There are times when I think too much, and I just want to lie down and sleep, yet when I try to, I get buffeted by a storm of questions and strange emotions and then I get restless. I've had a talk with a friend and it bothers me quite a bit. He told me that I play Kammy convincingly, which was quite a bit of a relief to me honestly. Kammy turned out to be very typical before she got exiled from the Konti Isle. There was even a time I lost her voice after I disappeared for a while because of the Typhoon Ketsana. Kamalia and Gromhir's story only truly began after leaving Mura, to set sail for Syliras.
He told me that at least parts of my writing seemed autobiographical. Many of the people I know dislike this idea- and I myself am in favor of IC/OOC separations.
Even though Kammy and I share some aspects of our personality, background and experiences, she is different from me. But as I continue writing about Kamalia, I have slowly formed a profound connection and a relationship with her. I can feel her emotions when I stream them--the feeling of loss, homesickness and at times, loneliness. No, it does not exactly affect me in real life. Sometimes, I am scared it might.
So this is what he said:
I think the most powerful writers/RPers are those who put something of themselves into their characters. Don't get me wrong, I'm entirely in favor of strong IC/OOC separation and all that good stuff. But at the same time, the people who are the best RPers do have an existential connection with their characters above and beyond something that is on paper. And, quite frankly, I doubt I could ever convincingly have a fictional romance with someone I couldn't be attracted to -at some level- OOCly, specifically for the reason I just said. There has to be some kind of player-character connection above your typical gamer whatever whatever. So, having said that, I look at Kammy. Kammy feels powerful emotions which she alternately sees as both an asset and, sometimes, something frightening and terrible. She is assertive and seems to see self-control as the highest form of control that there is. However successful or not she might be at that at any given time. She's very honest with herself about who she is, even if that strikes her as unpleasant."
"But that doesn't mean those emotions shouldn't be there. So, let's take a totally hypothetical situation. Kammy and SUPERSEKRIT GUY fall madly in love. (see how I did that?) I think it's completely appropriate to "feel" that relationship in terms of what the characters experience and feel genuine hurt if something were to go wrong. However, that doesn't mean I should hop a plane to the Philippines with a bundle of flowers.

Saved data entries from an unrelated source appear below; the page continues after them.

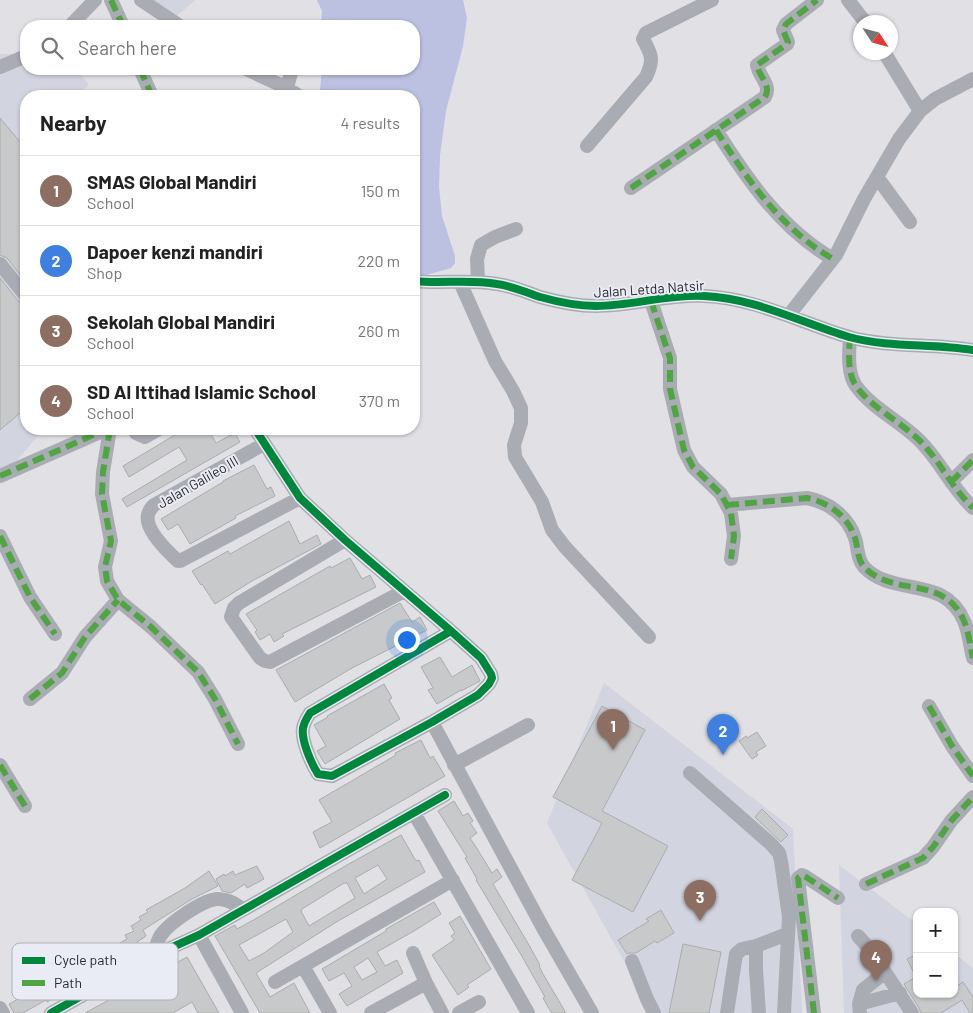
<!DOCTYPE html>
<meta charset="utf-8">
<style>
:root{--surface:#fff;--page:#f6f6f6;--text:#222;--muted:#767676;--line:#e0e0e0;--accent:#696a6d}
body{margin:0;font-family:Barlow,sans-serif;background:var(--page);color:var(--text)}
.controls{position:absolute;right:15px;bottom:15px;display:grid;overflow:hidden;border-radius:10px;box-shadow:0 1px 4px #0004}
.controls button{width:45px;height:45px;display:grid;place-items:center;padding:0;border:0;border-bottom:1px solid var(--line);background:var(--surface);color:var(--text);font:25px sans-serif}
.compass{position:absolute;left:853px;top:15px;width:45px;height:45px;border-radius:50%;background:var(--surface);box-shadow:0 1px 4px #0004;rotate:126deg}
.you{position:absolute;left:406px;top:639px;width:18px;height:18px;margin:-12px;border:4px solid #fff;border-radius:50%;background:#1a73e8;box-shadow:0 0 0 8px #1a73e833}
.badge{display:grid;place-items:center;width:32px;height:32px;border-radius:50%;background:var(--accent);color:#fff;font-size:16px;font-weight:700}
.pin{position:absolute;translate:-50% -41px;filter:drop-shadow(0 1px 2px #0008)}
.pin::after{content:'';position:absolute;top:26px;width:18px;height:15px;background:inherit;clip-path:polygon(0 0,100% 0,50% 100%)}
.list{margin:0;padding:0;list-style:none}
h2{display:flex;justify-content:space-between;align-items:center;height:65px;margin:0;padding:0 20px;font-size:21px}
h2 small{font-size:16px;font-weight:400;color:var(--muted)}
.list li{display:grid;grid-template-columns:32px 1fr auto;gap:15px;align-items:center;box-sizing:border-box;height:70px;padding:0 20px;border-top:1px solid var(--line)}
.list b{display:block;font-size:19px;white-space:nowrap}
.list p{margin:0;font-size:16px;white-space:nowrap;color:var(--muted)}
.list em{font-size:16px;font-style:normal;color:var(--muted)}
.icon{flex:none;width:28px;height:28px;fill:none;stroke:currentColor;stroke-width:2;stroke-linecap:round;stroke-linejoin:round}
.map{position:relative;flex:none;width:973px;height:1013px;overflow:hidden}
.search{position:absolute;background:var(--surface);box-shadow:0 1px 4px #0004;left:20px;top:20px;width:400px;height:55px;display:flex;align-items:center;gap:12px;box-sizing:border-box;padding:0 18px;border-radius:20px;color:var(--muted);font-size:19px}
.panel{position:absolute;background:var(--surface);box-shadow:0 1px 4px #0004;left:20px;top:90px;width:400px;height:345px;border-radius:20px}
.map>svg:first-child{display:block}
</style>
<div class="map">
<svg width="973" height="1013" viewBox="0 0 973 1013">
<rect width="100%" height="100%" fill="#e0e0e5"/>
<path fill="#d2d4df" d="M148,0h47l-25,22z
M26,50v19h50l13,16 -16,11h-47v333h18l-44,51v-426h18z
M604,683l189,146 9,184h-149l-106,-190z
M839,865l78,59v70h37v-41l19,15v45h-129z"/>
<path fill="#bcc0e1" d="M317,0h146l4,18 -4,28 -17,65 -6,44 -1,32 3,29 13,40v7l-4,5 -25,7 -12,-1v-178h-93l-1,-6 2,-21h92v-43h-93l1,-15z"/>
<path fill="#c8c9ca" stroke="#abacac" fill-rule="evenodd" d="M0,118l26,31v133l-19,-24 -7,-3z
M0,278l19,24 7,3v103l-26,22z
M185,429h23l8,14 19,-10 5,9 -113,65 -5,-8 65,-39 -8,-13 -50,30 -6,-11z
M254,465l13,24 4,-2 4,9 -40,20 1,2 -46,26 -12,-20 -10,6 -7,-11 62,-37v-1z
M289,521l11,23 17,-9 4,9 -69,37 -37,23 -13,-20 -1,1 -9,-14 36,-20 2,3z
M350,558l12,21 8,-4 6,12 -94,47 2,2 -10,6 -4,-8 -10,6 -5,-8 2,-2 -11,-16 84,-48 1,2z
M400,603l12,19 8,-5 7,13 -75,38 -57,34 -19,-32z
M440,657l12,20 20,-12 8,16 -19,10v-1l-24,14 -9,-14 5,-2 -12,-21z
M384,684l8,14 -3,2 11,19 -75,45 -8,-13 9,-5 -12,-21 14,-8 -1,-1z
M602,706l43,24 -43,81 66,35 -35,66 -61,-32 30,-57 -49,-26z
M757,732l9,14 -10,6 2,3 -6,4 -13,-18 7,-5 1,2z
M421,740l9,18 3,-2 12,20 -125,72 -7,-16 19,-10 -13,-22 77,-45 -1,-2z
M454,801l9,15 5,-3 5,8 -3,2 7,10 -7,5 6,9 16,26 5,-4 5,8 -9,7 36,61 11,20 -1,1 4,8 23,39h-14l-4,-6 -5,-9 2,-1 -25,-44 -44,-73 1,-1 -12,-21 2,-1 -29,-46z
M762,809l26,26 -7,7 -26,-25z
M401,835l15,26 3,-1 6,12 -87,49 -82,52 14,24 24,-14 16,30h-50l-45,-77 20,-11 2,4 20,-11 90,-53zM378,865l9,14 -23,15 -9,-16zM344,883h3l8,15 -46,28 -8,-15 1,-2zM286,919l7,13 -29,21 -15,8 -10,-16z
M257,866l7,13 -17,9 -2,-4 -14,9 -9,-2 -6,-12 8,-5 1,2 8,-5 2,4z
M209,871l9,15 -26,13 -49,31 3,6 -9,6 2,2 -10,6 2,4 -84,48 -1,-2 -23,13h-9l-5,-9 20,-11 9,-5 1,3 56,-33 24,-12 -1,-2 9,-5 -2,-4 9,-4 -3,-5 10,-6 -2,-3 9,-5 -2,-2 39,-22z
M434,902l7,12 -27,17 -37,21 8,14 12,-6 6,13 -56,33 -8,-12 13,-8 -8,-13 -15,8 -7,-12 64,-38v-2zM368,958l9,14 -15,8 -8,-13z
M661,910l13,23 -17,10 -2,-2 -19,12h-7l-2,1 -9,-14 31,-19 -3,-2z
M460,916l31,53 -24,16 2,2 -11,8 -26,-40 22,-15 -3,-4 4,-3 -6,-10z
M683,944l38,8 -12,61h-40z
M917,954v40h37v-6l9,-6 10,15v16h-3l-8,-13 -21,13h-20l-2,-5 -15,-24 12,-7 -9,-18z
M187,957l32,56h-21l-6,-11 -19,11h-88z"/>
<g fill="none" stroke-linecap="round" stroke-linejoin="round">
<path stroke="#aaacb3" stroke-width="14" d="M111,0l12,26
M141,0l39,26
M848,0l17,22
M70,26l25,-26
M884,52l36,59
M0,67l26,-11
M140,69l12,27
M246,69l41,19 12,8
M287,88l5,-19
M716,130c31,49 65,99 117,129
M587,146l59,-69c8,-17 6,-22 -3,-38l3,-6 66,-33
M877,177l33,45
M631,188l134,-91c7,-12 -6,-20 -8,-32l30,-21 1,-2 -5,-12 3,-6 31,-24
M0,264l26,32
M414,281c27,3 55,-2 83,3 15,2 29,8 43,13 18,5 37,9 56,9 36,0 72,-12 108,-10 51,2 98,27 145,41 41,11 83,6 124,13
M460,282l35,79 18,30 8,17v15l-7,22 1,12 27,45 10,28 13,17 84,90
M478,282l-1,-23 4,-14 14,-8 21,-8
M651,301l19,57v31l14,61 9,17 28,27 10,19 3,23 -3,23
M789,315l47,-60 28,-56 35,-60 21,-28 15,-12 38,-20
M850,337c-1,15 -3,36 6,49 16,22 42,34 62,53 21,20 33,48 55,69
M110,429l-7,43 -1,22 9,47 -6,26 2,14 11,19 33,27 47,45 17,27 23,45
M134,429l2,4 9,4 14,-8
M255,429l45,69 45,42 106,91 30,27 10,16 1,4 -3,6 -11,11 -46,27 -100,54 -14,-2c-7,-11 -17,-34 -15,-46 1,-6 4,-10 7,-15l141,-82
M264,444l-110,61c-2,2 -4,4 -5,7 -8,15 19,40 29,49h2l120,-63
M0,476l107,-47
M951,482l22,-22
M727,505l80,-7c21,4 41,18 48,40 3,9 2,21 9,29 30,31 80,7 100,54 5,11 6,25 9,37
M0,536l30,61 25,37
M345,540l-106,63 -5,5 -3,9 29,41 5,3 5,1 134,-71
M30,699l32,-26 23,-36 33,-37
M929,706l23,40 21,30
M432,722l111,206 49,85
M0,765l25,41
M454,765l74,-40
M690,773l81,71 8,9 2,8 8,56 -5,96
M414,813l114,200
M866,884l57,-26 10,-11 18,-26 22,-24
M199,935l43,78
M858,936l17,19 10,17
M756,946v24l3,43
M413,953l13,30 16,30
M153,956c2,-6 4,-15 8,-21 8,-12 44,-37 58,-36 11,1 17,5 24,11
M632,961l15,38 7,14
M303,966l27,47
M275,982l178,-102
M859,1004l41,-11
M0,1008l3,5
M51,1013l102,-57 46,-21 44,-25 202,-115
M371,1013l55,-30
M459,1013l20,-11
M727,1013l9,-59 6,-5 14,-3 31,-12
M814,1013l-16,-135 4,-3 4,2 32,21
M860,1013l-1,-9 4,-14 22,-18 27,41"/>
<path stroke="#51a443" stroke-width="6" stroke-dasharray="12 6" stroke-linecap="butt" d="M111,0l12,26
M140,69l12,27
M716,130c31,49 65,99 117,129
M631,188l134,-91c7,-12 -6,-20 -8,-32l30,-21 1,-2 -5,-12 3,-6 31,-24
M651,301l19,57v31l14,61 9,17 28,27 10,19 3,23 -3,23
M850,337c-1,15 -3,36 6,49 16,22 42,34 62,53 21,20 33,48 55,69
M110,429l-7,43 -1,22 9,47 -6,26 2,14 11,19 33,27 47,45 17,27 23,45
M0,476l107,-47
M951,482l22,-22
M727,505l80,-7c21,4 41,18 48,40 3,9 2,21 9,29 30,31 80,7 100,54 5,11 6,25 9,37
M0,536l30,61 25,37
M30,699l32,-26 23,-36 33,-37
M929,706l23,40 21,30
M0,765l25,41
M866,884l57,-26 10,-11 18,-26 22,-24
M814,1013l-16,-135 4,-3 4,2 32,21"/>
<defs>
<path id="cycleway" d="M414,281c27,3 55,-2 83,3 15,2 29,8 43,13 18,5 37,9 56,9 36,0 72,-12 108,-10 51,2 98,27 145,41 41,11 83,6 124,13
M255,429l45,69 45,42 106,91 30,27 10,16 1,4 -3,6 -11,11 -46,27 -100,54 -14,-2c-7,-11 -17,-34 -15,-46 1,-6 4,-10 7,-15l141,-82
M51,1013l102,-57 46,-21 44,-25 202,-115"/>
</defs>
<use href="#cycleway" stroke="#eaecf5" stroke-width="11"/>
<use href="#cycleway" stroke="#00873e" stroke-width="8"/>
</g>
<g text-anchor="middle" stroke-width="4" stroke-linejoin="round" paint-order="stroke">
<g font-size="14" fill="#292a2d" stroke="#eaecf5">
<text transform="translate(649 289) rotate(-4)" y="5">Jalan Letda Natsir</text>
<text transform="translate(198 482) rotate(-30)" y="5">Jalan Galileo III</text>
</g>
</g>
<rect x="12" y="943" width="166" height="57" rx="8" fill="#eaecf5" stroke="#b0b2b9" stroke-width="1"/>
<rect x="22" y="957" width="23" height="7" fill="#00873e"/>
<rect x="22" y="980" width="23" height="6" fill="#51a443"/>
<g font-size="14" fill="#292a2d">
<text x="54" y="965">Cycle path</text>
<text x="54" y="988">Path</text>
</g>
</svg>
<div class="controls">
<button>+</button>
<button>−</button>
</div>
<svg class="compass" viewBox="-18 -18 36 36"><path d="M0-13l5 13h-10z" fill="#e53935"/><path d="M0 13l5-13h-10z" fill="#767676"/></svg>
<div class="you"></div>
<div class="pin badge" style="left:613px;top:750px;background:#8d6e63">1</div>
<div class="pin badge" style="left:723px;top:755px;background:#3f7fe0">2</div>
<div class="pin badge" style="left:700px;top:921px;background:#8d6e63">3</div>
<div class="pin badge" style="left:876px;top:981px;background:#8d6e63">4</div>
<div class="search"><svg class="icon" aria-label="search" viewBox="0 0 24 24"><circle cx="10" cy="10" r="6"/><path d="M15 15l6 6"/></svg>Search here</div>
<section class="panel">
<h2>Nearby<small>4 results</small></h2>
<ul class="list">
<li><span class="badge" style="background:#8d6e63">1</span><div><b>SMAS Global Mandiri</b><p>School</p></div><em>150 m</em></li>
<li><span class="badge" style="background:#3f7fe0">2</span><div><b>Dapoer kenzi mandiri</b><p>Shop</p></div><em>220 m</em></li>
<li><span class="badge" style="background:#8d6e63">3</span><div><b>Sekolah Global Mandiri</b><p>School</p></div><em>260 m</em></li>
<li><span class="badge" style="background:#8d6e63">4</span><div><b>SD Al Ittihad Islamic School</b><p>School</p></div><em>370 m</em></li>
</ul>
</section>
</div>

I think, to most people, IC/OOC separation means you can't have a strong personal connection to your character. To me, I don't think that's accurate. I think having a strong IC/OOC separation means you have a strong sense of -perspective- about your connection. In other words, that connection doesn't bleed over into your attitudes and actions in real life where it doesn't belong. Because you can keep those emotions in their proper arena of expression.
At that point, I've lost my perspective on on the IC/OOC separation. Our OOC romance would be a completely separate thing. ^^ Nor would I stop talking to you if Kammy ran off with someone else. Once again, I've lost perspective. But is it wrong to be hurt if that happens? I think it would be wrong not to. I think the problems most people run into, and I speak from experience, is when they feel that connection and allow it to actually bleed over into how they act OOCly, especially regarding the other players OOCly. But I don't think the solution is to try to make yourself connect less. I think the solution is just to keep a solid grounding in what's real and what's fictional.
I mean, when you read a book or watch a movie, do you not get emotionally attached to what's going on? Is that bad IC/OOC separation? Of course not. It's just that, when you leave the movie theater, you know those emotions properly belong in the context of the story you experienced."
I just thought I had to save this somewhere since I liked it, and it's refreshing.